[[ Data in this exercise open ]]
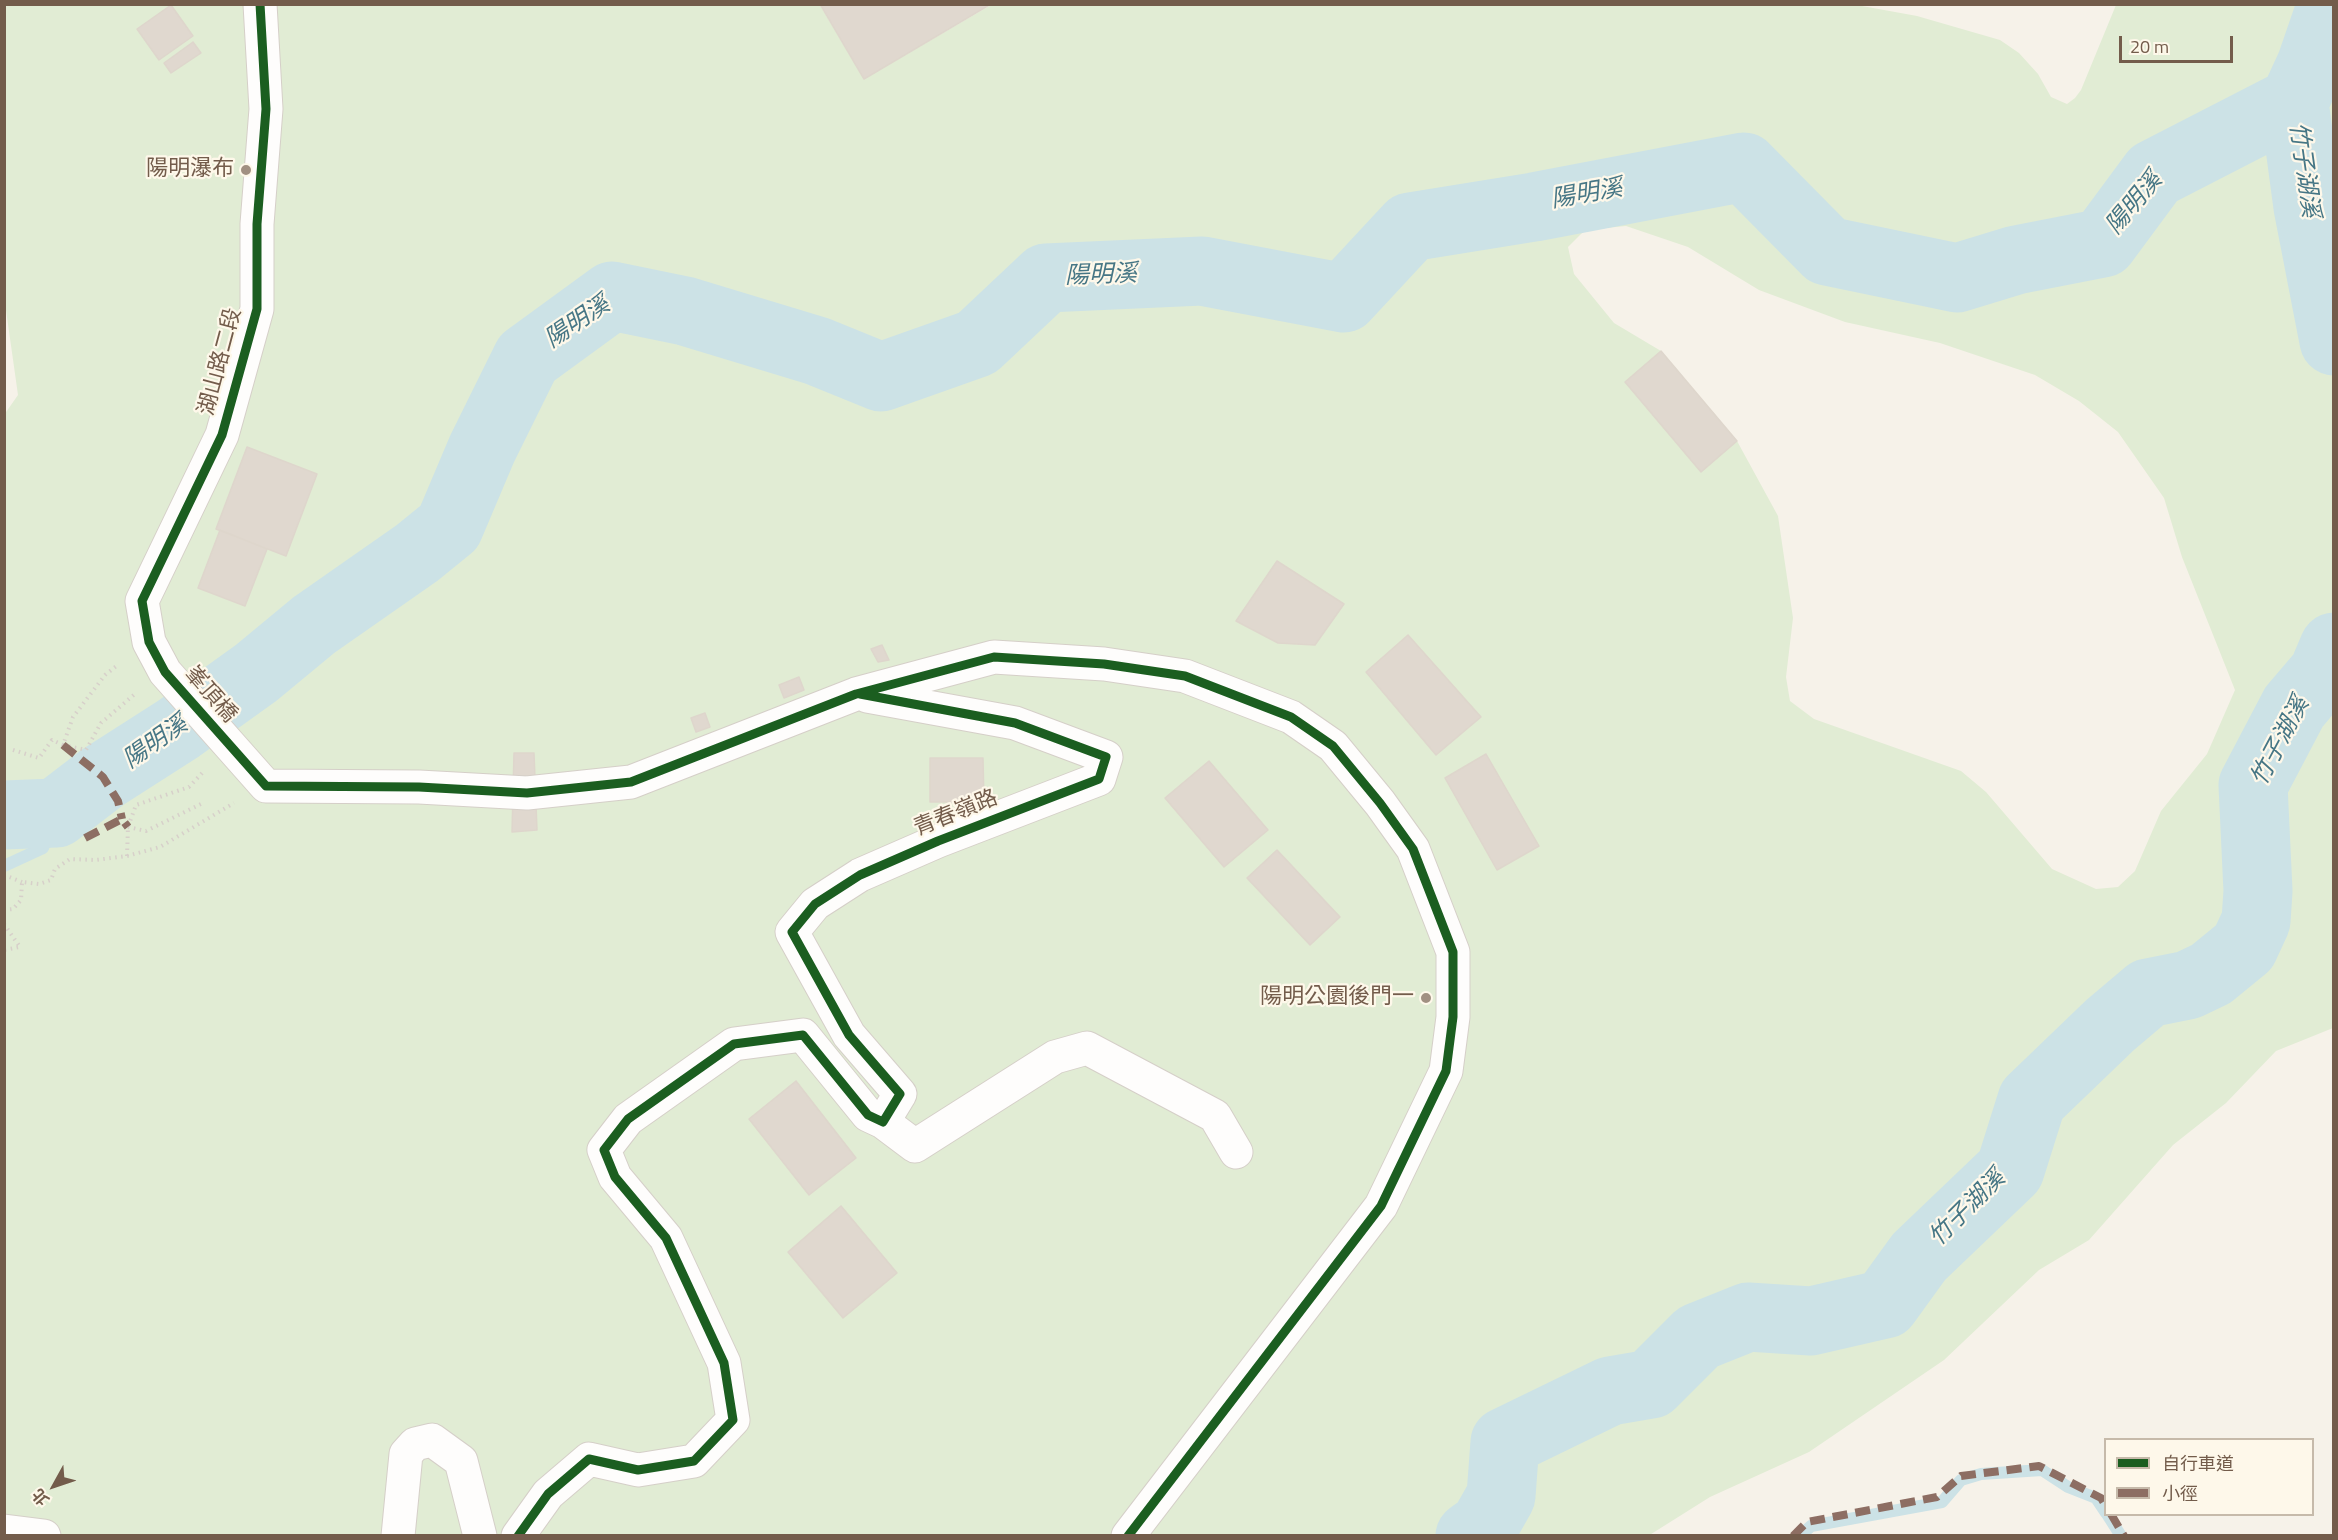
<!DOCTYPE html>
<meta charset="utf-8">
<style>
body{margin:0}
#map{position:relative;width:2338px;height:1540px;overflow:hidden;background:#f6f2e9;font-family:"Titillium Web","Noto Sans TC",sans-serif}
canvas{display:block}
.frame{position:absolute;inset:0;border:6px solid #735c4b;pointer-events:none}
.legend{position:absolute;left:2104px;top:1438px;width:210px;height:78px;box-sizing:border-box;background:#fef8ea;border:2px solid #c6baaa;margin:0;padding:8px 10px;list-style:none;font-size:18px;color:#735c4b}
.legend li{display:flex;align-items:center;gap:12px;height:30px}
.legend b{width:30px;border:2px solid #c6baaa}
.north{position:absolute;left:24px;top:1456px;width:60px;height:60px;-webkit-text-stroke:4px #fef8ea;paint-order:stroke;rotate:230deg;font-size:16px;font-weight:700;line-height:24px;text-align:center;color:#735c4b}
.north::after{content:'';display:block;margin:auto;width:21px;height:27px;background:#735c4b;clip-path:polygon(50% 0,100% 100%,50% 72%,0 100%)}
.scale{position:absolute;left:2119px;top:36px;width:114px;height:27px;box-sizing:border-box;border:3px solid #735c4b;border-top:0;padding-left:8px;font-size:18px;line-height:21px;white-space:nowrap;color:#735c4b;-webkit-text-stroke:4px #fef8ea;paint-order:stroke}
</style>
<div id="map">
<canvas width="2338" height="1540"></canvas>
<div class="frame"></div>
<ul class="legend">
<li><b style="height:8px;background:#1b5e20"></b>自行車道</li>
<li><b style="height:8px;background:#8d6e63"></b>小徑</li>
</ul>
<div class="north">北</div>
<div class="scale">20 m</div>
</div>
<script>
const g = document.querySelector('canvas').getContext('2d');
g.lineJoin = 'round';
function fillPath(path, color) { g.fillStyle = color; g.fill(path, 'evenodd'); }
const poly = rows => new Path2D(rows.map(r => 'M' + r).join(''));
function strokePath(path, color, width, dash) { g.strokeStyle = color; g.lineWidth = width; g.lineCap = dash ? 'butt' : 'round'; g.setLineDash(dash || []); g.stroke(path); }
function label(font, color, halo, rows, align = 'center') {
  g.font = font + ' "Titillium Web","Noto Sans TC",sans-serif'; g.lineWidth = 4.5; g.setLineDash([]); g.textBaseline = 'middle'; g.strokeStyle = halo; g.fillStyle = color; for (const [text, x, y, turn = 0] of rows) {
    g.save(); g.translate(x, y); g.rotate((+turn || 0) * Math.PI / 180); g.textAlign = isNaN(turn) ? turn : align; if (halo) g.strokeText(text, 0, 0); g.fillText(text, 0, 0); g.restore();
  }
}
fillPath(poly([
 [1851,4,1917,16,2000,40,2019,53,2038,74,2051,97,2067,104,2075,98,2081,90,2116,5,2333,5,2333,1028,2276,1051,2226,1103,2173,1145,2089,1240,2039,1270,1944,1360,1809,1452,1710,1497,1648,1536,5,1536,4,415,18,395,4,296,5,5,820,5,864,79,991,5],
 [1626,226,1688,247,1759,290,1845,322,1940,343,2035,375,2079,401,2118,432,2164,498,2182,557,2235,690,2207,754,2161,811,2135,871,2118,887,2096,889,2052,869,1986,792,1961,771,1814,719,1790,701,1786,677,1793,618,1778,516,1737,441,1661,351,1614,323,1574,274,1568,247,1585,230]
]), '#e1ecd4');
strokePath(poly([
 [4,866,43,848,56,813],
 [2107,1514,2121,1536],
 [1800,1536,1811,1526,1942,1502,1961,1480,1981,1474,2042,1470,2068,1487,2096,1498,2106,1513]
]), '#cce2e6', 12);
strokePath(poly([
 [2332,4,2311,65,2294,102,2308,207,2334,341],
 [4,815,56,813,103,777,178,729,256,673,314,625,417,553,449,527,482,449,527,358,612,296,685,311,817,351,881,377,977,343,1046,278,1202,271,1344,298,1410,227,1534,207,1744,167,1827,251,1957,278,2016,260,2103,243,2154,174,2294,102],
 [1470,1536,1484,1526,1501,1496,1505,1442,1610,1391,1651,1384,1698,1337,1748,1317,1811,1321,1885,1304,1919,1257,2010,1170,2032,1100,2109,1026,2148,993,2188,985,2211,974,2244,947,2256,921,2258,891,2253,785,2294,707,2323,673,2334,647]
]), '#cce2e6', 69);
const building = poly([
 [820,4,991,4,864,79,820,4],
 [171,5,193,36,159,60,137,29,171,5],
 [193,42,201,53,171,73,164,63,193,42],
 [1661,351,1737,441,1701,472,1625,382,1661,351],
 [247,447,317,474,286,556,216,529,247,447],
 [220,530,267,549,245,606,198,588,220,530],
 [1277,561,1344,604,1315,645,1278,643,1236,621,1277,561],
 [1408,635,1481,717,1436,755,1366,672,1408,635],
 [882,645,889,660,878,662,871,649,882,645],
 [799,677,804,690,784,698,779,685,799,677],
 [705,713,710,727,696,732,691,718,705,713],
 [514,753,534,753,537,830,512,832,514,753],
 [1486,754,1539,846,1497,870,1445,778,1486,754],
 [930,758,983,758,984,802,930,802,930,758],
 [1209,761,1268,830,1224,867,1165,798,1209,761],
 [1277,850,1340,917,1310,945,1247,878,1277,850],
 [796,1081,856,1158,809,1195,749,1119,796,1081],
 [841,1206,897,1273,843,1318,788,1252,841,1206]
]);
fillPath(building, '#e0d8cf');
strokePath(building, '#ded6cc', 1.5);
const minor = poly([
 [260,4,266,109,257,224,257,309,222,435,142,601,149,642,165,672,266,786,419,787,527,793,631,782,856,694,994,657,1104,664,1185,676,1291,717,1333,746,1380,803,1413,849,1453,952,1453,1017,1446,1071,1381,1206,1128,1536],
 [867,696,1015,723,1106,757,1099,779,938,841,860,875,815,904,792,932,849,1035,900,1094,883,1122],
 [4,1531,44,1536],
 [398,1536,406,1454,415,1444,432,1440,461,1461,480,1536],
 [518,1536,548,1494,589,1459,638,1470,694,1461,733,1420,724,1363,666,1238,615,1177,604,1150,628,1119,734,1044,803,1035,868,1115,883,1122,915,1146,1055,1057,1087,1048,1215,1116,1236,1152]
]);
strokePath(minor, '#d5cfc8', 35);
strokePath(poly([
 [63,745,86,750,101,723,136,693],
 [13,750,39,758,52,740,63,745,73,717,105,675,119,664],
 [128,827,146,831,203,803],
 [127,856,128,827,136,805,189,787,205,770],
 [4,875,22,882],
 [4,910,13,909,21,900,22,882,39,884,51,880,55,869,70,859,96,860,127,856,160,847,234,803],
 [4,924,20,947,4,950]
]), '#d7d0ca', 4, [1.5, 4.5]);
strokePath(minor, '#fefdfc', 33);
strokePath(poly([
 [63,745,103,777,118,801,122,819],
 [85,838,122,819,128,827],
 [2111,1514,2124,1536],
 [1793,1536,1807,1522,1937,1497,1961,1476,2039,1466,2101,1498,2106,1506]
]), '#8d6e63', 8, [15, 8]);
strokePath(poly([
 [260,4,266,109,257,224,257,309,222,435,142,601,149,642,165,672,266,786,419,787,527,793,631,782,856,694,994,657,1104,664,1185,676,1291,717,1333,746,1380,803,1413,849,1453,952,1453,1017,1446,1071,1381,1206,1128,1536],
 [518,1536,548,1494,589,1459,638,1470,694,1461,733,1420,724,1363,666,1238,615,1177,604,1150,628,1119,734,1044,803,1035,868,1115,883,1122,900,1094,849,1035,792,932,815,904,860,875,938,841,1099,779,1106,757,1015,723,860,694]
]), '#1b5e20', 9);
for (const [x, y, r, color] of [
 [246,170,6,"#a19082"],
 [1426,998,6,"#a19082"]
]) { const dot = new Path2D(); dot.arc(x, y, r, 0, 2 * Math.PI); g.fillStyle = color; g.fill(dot); strokePath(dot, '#fef8ea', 2); }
label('22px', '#735c4b', '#fef8ea', [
 ["陽明瀑布",234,170],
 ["陽明公園後門一",1414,998]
], 'right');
label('22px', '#735c4b', '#fef8ea', [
 ["湖山路二段",221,362,-75],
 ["峯頂橋",210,695,49],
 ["青春嶺路",956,814,-22]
]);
label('italic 24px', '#467685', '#fef8ea', [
 ["竹子湖溪",2303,170,82],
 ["陽明溪",1587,195,-10],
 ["陽明溪",2135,204,-50],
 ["陽明溪",1101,276,-2],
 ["陽明溪",578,323,-34],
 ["竹子湖溪",2281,742,-62],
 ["陽明溪",156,743,-35],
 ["竹子湖溪",1968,1209,-45]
]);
</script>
[[ Data in this exercise closed ]]
■ Task goal: Say how many lines of the entries above include the word "canvas", giving the number alone.

■ Response to the exercise: 3